#### WHAT THE TASK REQUIRES:
Can you quote the lines below exactly, starting at the line with "const dot = new Path2D();" and going through the last one?

(Beginning of AVAILABLE RECORDS)

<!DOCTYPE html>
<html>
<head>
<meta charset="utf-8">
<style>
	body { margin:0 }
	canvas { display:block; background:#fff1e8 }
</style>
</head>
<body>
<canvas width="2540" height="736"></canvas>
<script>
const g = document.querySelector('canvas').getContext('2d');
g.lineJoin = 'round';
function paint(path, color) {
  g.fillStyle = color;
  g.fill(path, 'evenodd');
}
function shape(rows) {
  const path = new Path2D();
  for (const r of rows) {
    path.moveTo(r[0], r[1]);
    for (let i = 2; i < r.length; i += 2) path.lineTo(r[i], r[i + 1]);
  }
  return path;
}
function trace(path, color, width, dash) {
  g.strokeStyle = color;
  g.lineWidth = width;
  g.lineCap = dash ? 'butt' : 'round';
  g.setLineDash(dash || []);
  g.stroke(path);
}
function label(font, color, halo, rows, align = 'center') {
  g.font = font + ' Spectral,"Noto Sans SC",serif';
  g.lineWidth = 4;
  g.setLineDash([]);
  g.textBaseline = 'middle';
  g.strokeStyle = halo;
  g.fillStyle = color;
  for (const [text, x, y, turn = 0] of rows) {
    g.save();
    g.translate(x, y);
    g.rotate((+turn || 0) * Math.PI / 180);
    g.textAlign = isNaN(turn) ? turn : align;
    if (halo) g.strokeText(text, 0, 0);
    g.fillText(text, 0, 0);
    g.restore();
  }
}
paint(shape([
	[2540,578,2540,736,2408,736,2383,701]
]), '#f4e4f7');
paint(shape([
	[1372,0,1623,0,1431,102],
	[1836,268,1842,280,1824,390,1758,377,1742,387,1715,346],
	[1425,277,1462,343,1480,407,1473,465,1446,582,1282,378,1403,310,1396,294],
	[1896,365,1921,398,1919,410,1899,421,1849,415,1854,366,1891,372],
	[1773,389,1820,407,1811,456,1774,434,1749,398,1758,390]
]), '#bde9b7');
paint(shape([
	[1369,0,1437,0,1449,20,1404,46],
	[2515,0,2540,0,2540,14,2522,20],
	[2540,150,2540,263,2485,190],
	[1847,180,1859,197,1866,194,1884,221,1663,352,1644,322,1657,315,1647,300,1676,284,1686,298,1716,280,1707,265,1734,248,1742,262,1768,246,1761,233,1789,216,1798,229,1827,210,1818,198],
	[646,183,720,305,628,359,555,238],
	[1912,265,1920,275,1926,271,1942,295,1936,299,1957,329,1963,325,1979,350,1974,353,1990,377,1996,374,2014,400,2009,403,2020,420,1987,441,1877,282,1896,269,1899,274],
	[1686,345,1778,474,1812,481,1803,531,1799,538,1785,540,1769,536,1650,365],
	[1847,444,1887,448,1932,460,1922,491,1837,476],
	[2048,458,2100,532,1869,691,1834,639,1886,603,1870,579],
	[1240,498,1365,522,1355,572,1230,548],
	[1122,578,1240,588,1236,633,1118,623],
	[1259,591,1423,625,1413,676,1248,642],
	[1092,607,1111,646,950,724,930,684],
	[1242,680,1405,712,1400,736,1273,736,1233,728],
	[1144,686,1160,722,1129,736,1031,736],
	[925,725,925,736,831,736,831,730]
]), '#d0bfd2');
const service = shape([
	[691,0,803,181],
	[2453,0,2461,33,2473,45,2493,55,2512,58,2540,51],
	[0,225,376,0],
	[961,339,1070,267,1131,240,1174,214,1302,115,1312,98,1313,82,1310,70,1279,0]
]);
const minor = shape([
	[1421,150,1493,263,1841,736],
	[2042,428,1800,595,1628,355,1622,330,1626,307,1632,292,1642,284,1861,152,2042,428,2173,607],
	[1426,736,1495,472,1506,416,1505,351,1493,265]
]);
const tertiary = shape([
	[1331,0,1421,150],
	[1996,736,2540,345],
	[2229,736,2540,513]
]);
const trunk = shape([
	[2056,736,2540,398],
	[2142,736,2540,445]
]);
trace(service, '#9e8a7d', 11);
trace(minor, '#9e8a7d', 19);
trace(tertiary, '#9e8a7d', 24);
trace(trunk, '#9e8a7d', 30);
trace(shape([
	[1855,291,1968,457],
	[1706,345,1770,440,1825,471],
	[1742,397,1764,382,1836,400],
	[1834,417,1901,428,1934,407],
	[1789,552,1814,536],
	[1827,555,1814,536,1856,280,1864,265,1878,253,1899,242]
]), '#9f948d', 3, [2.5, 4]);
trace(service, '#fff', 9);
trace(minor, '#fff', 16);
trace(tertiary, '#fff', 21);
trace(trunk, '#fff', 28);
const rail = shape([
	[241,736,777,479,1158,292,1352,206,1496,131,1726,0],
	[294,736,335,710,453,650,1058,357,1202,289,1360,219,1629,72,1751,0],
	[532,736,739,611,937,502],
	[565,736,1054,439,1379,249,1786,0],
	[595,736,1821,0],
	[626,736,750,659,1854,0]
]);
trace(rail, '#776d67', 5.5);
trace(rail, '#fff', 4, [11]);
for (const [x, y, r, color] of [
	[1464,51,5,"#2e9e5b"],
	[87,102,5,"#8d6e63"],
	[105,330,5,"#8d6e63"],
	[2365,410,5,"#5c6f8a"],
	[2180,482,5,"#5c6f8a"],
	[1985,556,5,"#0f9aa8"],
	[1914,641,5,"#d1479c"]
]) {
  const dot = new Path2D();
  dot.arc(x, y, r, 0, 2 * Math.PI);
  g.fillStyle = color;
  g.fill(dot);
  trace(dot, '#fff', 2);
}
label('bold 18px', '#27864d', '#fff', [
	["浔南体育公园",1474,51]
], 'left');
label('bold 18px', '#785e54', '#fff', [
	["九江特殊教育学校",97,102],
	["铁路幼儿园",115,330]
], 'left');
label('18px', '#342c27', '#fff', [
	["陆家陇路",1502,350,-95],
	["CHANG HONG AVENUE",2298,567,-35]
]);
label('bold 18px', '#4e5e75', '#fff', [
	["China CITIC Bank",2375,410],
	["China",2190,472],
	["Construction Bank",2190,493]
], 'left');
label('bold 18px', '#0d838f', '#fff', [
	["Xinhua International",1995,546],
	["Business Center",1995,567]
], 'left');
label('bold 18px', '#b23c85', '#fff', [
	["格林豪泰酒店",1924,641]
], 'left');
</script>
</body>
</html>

(End of AVAILABLE RECORDS)

#### PROBLEM SOLUTION:
  const dot = new Path2D();
  dot.arc(x, y, r, 0, 2 * Math.PI);
  g.fillStyle = color;
  g.fill(dot);
  trace(dot, '#fff', 2);
}
label('bold 18px', '#27864d', '#fff', [
	["浔南体育公园",1474,51]
], 'left');
label('bold 18px', '#785e54', '#fff', [
	["九江特殊教育学校",97,102],
	["铁路幼儿园",115,330]
], 'left');
label('18px', '#342c27', '#fff', [
	["陆家陇路",1502,350,-95],
	["CHANG HONG AVENUE",2298,567,-35]
]);
label('bold 18px', '#4e5e75', '#fff', [
	["China CITIC Bank",2375,410],
	["China",2190,472],
	["Construction Bank",2190,493]
], 'left');
label('bold 18px', '#0d838f', '#fff', [
	["Xinhua International",1995,546],
	["Business Center",1995,567]
], 'left');
label('bold 18px', '#b23c85', '#fff', [
	["格林豪泰酒店",1924,641]
], 'left');
</script>
</body>
</html>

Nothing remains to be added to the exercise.